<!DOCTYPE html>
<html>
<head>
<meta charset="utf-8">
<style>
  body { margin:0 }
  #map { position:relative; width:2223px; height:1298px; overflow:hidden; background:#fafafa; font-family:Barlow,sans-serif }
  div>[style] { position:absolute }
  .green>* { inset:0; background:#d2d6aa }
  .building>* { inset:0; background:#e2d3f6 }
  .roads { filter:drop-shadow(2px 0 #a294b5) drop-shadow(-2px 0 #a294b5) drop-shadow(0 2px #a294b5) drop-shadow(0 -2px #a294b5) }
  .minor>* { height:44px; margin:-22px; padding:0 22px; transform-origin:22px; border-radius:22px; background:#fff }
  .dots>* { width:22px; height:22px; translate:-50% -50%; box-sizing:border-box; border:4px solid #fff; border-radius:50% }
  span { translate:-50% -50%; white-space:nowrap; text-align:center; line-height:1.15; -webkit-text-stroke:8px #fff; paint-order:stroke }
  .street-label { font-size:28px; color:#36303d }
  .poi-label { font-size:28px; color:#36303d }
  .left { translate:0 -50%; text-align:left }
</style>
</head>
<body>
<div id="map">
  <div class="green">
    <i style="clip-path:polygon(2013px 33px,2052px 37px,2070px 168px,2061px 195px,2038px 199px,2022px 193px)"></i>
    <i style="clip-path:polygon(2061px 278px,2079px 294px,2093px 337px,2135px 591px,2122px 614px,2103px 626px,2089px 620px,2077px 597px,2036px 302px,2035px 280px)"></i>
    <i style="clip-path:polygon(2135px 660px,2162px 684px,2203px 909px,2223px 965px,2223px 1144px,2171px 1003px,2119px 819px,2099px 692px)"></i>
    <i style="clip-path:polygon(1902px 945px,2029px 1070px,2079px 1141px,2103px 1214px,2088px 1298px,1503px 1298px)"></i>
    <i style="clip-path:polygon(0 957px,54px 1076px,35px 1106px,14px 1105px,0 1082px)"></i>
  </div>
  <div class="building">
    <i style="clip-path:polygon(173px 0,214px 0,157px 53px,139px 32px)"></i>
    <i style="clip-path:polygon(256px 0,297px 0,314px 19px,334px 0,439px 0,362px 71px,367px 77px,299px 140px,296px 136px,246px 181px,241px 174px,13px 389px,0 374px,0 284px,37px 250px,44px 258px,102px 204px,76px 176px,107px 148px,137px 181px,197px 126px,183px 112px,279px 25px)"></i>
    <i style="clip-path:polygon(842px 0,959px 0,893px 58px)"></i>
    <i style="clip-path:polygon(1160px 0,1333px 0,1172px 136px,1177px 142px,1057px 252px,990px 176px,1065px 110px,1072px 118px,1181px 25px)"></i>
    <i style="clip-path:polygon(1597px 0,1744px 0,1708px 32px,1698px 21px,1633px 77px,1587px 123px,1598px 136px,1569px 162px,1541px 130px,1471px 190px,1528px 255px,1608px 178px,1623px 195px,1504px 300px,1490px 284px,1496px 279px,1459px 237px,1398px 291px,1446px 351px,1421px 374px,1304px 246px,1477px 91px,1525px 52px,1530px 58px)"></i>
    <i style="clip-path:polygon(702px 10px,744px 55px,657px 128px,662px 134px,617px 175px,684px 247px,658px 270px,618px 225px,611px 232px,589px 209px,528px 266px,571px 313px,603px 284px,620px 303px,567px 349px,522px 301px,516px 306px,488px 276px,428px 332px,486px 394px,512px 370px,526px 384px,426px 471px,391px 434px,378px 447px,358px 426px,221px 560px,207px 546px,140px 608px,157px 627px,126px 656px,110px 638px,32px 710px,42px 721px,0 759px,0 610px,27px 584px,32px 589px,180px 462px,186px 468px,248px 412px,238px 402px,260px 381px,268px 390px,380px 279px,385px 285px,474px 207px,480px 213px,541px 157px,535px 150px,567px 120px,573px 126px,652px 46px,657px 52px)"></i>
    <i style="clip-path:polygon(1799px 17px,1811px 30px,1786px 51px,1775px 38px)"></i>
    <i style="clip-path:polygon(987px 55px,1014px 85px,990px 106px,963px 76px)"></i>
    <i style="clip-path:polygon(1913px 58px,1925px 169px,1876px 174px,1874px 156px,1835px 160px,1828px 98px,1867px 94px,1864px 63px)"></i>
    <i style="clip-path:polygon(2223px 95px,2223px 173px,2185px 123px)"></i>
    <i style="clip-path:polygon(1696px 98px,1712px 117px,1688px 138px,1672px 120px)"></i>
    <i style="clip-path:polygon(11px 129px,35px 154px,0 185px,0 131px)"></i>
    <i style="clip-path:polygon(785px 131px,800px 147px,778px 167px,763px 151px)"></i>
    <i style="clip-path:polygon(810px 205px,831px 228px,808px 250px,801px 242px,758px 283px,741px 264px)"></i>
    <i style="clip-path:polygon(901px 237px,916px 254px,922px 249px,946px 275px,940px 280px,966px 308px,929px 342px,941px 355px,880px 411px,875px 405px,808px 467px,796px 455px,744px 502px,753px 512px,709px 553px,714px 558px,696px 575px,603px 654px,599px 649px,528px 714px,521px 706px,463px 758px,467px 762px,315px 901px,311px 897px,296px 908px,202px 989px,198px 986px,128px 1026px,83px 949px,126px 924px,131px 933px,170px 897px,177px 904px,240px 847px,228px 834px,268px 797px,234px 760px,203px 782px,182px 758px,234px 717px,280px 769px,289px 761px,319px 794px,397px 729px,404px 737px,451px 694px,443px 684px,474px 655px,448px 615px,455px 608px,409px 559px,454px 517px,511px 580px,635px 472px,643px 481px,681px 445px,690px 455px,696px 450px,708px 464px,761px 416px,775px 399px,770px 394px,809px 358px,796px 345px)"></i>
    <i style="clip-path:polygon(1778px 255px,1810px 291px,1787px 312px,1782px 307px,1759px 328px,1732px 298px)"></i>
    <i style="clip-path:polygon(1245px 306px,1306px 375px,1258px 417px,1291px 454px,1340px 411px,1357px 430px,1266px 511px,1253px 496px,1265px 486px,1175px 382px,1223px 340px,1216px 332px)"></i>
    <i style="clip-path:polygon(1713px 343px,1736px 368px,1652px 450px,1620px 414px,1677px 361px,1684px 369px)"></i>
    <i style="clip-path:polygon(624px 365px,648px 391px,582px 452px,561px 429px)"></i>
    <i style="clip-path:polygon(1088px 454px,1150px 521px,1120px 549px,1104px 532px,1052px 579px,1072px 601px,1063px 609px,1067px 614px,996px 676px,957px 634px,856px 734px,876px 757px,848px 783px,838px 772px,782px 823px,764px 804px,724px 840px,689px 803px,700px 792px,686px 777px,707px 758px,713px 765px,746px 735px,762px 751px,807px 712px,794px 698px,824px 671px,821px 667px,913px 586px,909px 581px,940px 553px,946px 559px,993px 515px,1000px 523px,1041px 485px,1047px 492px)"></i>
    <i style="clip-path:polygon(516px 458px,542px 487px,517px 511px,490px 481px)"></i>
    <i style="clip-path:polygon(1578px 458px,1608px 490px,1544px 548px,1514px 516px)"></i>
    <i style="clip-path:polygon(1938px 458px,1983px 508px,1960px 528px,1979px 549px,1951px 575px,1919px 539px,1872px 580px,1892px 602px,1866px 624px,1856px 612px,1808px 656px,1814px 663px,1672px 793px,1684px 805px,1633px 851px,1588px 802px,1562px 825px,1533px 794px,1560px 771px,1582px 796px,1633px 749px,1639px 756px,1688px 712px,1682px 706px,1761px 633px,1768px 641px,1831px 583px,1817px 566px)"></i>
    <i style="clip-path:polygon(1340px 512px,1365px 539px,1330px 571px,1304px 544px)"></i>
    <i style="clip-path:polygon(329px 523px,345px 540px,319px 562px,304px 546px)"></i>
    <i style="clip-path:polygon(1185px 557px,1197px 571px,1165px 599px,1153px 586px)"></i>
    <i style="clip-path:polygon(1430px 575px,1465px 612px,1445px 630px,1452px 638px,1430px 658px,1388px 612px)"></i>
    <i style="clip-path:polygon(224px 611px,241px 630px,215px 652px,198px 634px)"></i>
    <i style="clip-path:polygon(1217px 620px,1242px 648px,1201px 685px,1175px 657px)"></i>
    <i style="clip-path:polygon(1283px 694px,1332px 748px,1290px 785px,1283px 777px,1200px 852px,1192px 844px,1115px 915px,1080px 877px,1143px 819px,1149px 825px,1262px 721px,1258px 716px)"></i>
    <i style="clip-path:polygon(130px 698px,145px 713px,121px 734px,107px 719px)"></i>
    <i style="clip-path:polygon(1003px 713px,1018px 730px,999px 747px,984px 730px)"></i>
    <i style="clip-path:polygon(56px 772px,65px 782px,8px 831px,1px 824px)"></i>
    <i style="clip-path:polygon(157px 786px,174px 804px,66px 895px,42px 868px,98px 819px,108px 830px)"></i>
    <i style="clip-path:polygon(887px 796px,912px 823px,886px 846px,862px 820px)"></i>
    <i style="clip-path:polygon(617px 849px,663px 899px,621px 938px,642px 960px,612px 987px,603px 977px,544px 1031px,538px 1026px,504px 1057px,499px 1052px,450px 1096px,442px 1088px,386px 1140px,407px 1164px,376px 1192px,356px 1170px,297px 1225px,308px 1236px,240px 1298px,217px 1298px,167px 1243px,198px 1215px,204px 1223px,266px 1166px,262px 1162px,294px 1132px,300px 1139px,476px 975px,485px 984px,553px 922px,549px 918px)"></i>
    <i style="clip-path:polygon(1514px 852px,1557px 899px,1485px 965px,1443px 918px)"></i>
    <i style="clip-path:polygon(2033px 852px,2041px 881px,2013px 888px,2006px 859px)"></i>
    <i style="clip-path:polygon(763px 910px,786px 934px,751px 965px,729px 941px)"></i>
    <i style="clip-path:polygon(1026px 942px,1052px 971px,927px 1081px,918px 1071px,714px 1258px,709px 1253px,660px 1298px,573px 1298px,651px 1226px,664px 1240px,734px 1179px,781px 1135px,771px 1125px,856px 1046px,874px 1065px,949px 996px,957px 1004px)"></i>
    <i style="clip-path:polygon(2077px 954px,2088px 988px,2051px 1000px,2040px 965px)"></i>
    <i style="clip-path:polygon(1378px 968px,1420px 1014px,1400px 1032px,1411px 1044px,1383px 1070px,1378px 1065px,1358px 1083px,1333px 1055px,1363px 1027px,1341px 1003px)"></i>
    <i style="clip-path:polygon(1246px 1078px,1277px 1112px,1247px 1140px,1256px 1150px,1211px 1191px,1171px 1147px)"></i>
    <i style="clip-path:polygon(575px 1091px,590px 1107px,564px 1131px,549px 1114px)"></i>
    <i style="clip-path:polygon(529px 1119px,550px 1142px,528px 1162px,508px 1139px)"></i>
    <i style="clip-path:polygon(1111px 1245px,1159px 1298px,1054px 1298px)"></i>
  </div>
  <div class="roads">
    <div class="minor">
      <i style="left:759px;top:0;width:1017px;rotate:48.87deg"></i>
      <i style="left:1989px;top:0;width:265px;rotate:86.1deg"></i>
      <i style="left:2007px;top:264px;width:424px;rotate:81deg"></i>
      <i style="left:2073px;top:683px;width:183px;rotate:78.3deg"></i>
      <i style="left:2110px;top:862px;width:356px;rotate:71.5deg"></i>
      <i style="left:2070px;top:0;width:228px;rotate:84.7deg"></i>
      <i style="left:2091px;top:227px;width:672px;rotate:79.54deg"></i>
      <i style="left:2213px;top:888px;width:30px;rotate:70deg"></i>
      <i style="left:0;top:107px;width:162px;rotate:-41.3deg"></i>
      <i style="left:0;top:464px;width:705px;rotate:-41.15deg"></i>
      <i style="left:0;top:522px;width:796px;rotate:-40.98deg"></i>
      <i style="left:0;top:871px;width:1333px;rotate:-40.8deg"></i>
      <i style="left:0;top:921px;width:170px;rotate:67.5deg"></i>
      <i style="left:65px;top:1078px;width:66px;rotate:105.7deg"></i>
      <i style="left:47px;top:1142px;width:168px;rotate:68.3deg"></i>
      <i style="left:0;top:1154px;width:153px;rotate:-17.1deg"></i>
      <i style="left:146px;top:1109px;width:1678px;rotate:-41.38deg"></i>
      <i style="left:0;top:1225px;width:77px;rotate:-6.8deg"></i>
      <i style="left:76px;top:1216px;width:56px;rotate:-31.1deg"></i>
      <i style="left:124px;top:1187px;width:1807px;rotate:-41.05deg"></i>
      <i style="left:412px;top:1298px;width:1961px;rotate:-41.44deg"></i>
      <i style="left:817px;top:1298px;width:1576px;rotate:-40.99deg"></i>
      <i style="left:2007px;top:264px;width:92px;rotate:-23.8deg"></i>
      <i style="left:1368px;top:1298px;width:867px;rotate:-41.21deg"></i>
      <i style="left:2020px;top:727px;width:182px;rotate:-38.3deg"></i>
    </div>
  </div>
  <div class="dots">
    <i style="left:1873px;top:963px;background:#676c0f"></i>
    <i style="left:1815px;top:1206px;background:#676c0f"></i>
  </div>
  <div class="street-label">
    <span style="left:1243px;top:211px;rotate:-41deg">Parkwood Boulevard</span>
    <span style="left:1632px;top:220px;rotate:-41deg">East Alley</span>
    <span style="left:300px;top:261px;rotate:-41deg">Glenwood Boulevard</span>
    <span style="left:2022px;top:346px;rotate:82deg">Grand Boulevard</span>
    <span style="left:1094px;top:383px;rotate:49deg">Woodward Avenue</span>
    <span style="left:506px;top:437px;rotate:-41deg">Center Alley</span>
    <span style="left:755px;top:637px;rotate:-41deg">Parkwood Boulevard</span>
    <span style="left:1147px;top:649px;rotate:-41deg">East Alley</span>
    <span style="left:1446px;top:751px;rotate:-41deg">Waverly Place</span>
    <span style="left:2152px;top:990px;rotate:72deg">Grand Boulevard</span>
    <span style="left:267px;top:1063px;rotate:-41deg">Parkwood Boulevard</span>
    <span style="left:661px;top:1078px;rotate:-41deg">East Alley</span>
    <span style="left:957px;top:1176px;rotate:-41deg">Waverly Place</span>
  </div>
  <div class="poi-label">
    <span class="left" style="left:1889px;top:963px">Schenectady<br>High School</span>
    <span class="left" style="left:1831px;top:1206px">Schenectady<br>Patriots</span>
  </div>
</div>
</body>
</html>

━━━━━━━━━━

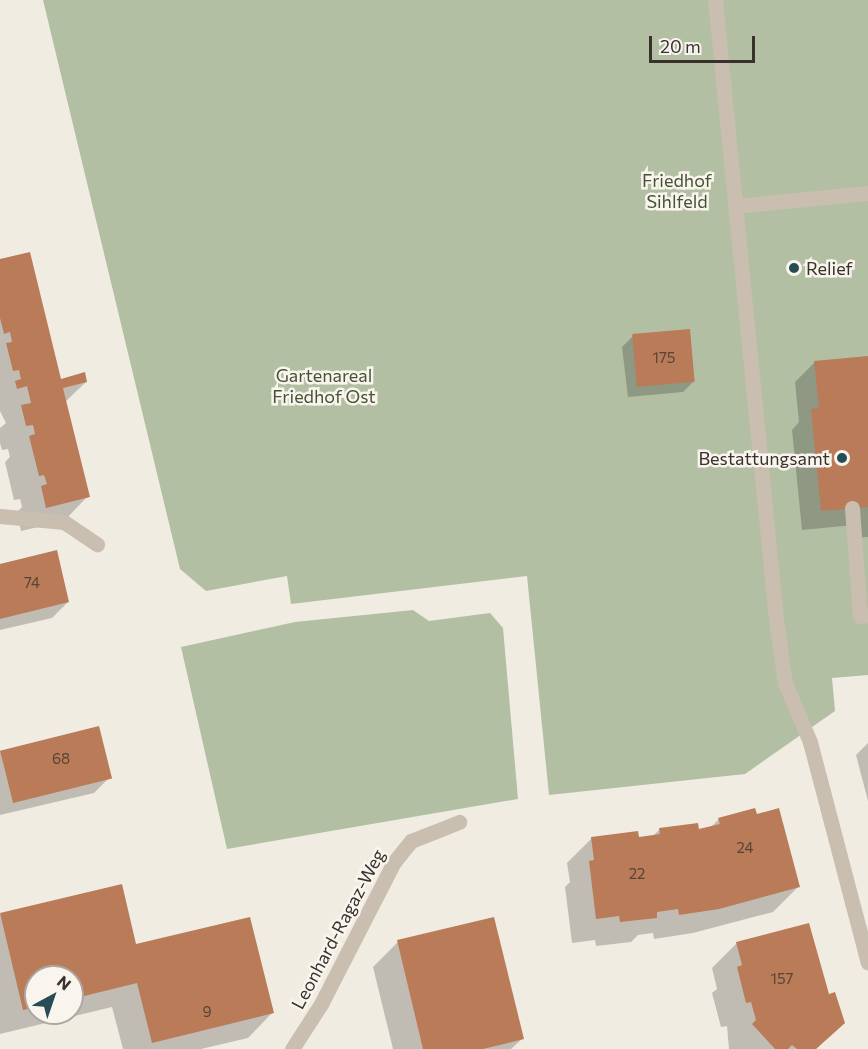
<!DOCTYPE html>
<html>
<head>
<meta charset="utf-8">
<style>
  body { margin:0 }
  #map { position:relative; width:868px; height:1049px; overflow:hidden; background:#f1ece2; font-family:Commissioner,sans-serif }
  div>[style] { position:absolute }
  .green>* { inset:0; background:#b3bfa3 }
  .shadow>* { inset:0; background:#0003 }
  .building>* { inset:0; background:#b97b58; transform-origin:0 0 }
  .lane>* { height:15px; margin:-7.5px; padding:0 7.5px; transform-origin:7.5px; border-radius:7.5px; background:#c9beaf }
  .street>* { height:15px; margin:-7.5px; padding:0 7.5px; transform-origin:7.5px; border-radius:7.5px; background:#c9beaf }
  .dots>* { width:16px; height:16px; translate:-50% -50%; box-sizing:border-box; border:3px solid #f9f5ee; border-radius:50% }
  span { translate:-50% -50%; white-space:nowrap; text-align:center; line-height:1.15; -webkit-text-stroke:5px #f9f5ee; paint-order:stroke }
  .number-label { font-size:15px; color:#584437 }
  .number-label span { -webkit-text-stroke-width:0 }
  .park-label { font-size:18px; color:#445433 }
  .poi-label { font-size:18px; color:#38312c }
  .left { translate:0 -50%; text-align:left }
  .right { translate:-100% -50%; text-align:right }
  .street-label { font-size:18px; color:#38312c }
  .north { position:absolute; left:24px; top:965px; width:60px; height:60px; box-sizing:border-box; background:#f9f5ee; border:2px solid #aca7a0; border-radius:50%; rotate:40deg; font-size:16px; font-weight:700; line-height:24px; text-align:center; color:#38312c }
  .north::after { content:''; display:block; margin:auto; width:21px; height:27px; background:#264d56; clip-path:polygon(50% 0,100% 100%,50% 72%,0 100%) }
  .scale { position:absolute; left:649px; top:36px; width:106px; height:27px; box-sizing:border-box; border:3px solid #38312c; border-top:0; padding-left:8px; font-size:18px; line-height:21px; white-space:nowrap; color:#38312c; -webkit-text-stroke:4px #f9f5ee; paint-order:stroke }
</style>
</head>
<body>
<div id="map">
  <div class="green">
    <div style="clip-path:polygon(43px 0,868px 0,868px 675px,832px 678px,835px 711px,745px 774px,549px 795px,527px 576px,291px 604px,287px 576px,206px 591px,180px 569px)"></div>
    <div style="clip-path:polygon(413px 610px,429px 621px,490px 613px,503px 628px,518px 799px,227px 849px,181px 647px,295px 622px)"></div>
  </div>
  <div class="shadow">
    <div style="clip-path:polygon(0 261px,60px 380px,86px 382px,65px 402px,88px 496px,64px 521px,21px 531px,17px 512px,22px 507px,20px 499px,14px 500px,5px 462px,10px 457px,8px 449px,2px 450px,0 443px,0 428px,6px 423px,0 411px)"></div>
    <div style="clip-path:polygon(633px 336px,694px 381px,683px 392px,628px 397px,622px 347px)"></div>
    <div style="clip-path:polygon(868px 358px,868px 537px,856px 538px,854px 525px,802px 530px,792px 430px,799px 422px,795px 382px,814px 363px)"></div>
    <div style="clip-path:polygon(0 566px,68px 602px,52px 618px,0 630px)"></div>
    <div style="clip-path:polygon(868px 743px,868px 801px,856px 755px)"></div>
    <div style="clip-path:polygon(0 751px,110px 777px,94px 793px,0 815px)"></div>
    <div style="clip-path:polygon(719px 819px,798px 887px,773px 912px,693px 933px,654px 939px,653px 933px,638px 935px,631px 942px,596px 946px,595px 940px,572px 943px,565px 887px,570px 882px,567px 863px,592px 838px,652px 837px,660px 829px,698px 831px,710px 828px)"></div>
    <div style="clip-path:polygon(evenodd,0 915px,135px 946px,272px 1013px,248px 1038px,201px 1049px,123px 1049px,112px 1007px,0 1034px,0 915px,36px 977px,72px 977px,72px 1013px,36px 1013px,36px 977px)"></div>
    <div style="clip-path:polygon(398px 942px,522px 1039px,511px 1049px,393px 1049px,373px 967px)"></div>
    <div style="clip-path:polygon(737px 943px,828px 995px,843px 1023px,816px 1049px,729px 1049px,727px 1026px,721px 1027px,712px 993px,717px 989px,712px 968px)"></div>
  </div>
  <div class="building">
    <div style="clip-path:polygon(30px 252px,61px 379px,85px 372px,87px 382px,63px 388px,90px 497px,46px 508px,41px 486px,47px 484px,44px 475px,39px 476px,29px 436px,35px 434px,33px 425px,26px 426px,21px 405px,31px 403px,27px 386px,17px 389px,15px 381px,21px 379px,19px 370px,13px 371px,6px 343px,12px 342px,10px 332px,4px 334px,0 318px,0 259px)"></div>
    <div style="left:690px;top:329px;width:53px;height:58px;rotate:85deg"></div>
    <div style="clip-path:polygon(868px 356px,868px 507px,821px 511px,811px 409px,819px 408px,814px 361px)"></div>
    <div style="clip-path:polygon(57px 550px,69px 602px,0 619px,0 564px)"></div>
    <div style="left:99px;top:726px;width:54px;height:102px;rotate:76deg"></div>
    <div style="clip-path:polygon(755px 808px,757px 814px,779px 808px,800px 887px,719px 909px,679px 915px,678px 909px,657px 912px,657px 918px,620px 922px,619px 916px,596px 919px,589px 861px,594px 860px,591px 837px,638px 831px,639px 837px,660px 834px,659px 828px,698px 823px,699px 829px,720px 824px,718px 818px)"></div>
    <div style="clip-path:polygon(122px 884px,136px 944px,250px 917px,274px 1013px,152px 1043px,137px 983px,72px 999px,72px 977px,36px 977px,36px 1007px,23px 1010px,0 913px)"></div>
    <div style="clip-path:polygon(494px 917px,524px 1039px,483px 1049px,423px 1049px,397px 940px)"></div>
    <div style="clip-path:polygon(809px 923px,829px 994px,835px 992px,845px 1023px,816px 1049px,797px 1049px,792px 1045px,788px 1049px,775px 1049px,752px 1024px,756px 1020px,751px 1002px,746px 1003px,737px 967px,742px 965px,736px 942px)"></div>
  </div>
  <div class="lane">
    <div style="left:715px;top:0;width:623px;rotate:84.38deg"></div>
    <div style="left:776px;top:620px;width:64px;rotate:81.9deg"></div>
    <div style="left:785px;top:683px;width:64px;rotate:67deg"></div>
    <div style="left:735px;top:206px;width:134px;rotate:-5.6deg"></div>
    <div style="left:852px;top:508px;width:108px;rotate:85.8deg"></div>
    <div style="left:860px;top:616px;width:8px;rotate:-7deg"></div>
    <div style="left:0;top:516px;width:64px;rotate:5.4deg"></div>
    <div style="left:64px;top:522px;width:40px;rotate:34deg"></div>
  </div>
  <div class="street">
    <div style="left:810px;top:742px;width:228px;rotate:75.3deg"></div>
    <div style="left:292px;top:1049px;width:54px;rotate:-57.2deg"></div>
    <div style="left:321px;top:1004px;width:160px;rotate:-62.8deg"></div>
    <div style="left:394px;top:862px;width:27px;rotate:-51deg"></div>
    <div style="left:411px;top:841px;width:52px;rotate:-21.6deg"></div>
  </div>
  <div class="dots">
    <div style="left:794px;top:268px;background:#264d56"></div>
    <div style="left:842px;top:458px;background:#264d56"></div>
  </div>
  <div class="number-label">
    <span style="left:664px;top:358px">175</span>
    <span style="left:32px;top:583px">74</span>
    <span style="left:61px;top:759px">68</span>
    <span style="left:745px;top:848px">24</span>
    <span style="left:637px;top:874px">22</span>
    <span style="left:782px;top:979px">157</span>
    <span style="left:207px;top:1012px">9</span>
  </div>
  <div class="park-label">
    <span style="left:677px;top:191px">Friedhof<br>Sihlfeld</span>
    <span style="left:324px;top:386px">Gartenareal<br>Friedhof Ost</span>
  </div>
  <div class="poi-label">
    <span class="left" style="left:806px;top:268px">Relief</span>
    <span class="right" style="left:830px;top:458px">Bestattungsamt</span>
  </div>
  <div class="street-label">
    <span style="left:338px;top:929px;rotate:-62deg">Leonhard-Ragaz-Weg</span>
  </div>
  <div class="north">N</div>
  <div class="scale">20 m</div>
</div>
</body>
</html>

━━━━━━━━━━

WHAT YOU SHOULD DO >>
Copy each line of the listing above that contains the word "family".

RESPONSE AREA >>
  #map { position:relative; width:2223px; height:1298px; overflow:hidden; background:#fafafa; font-family:Barlow,sans-serif }
  #map { position:relative; width:868px; height:1049px; overflow:hidden; background:#f1ece2; font-family:Commissioner,sans-serif }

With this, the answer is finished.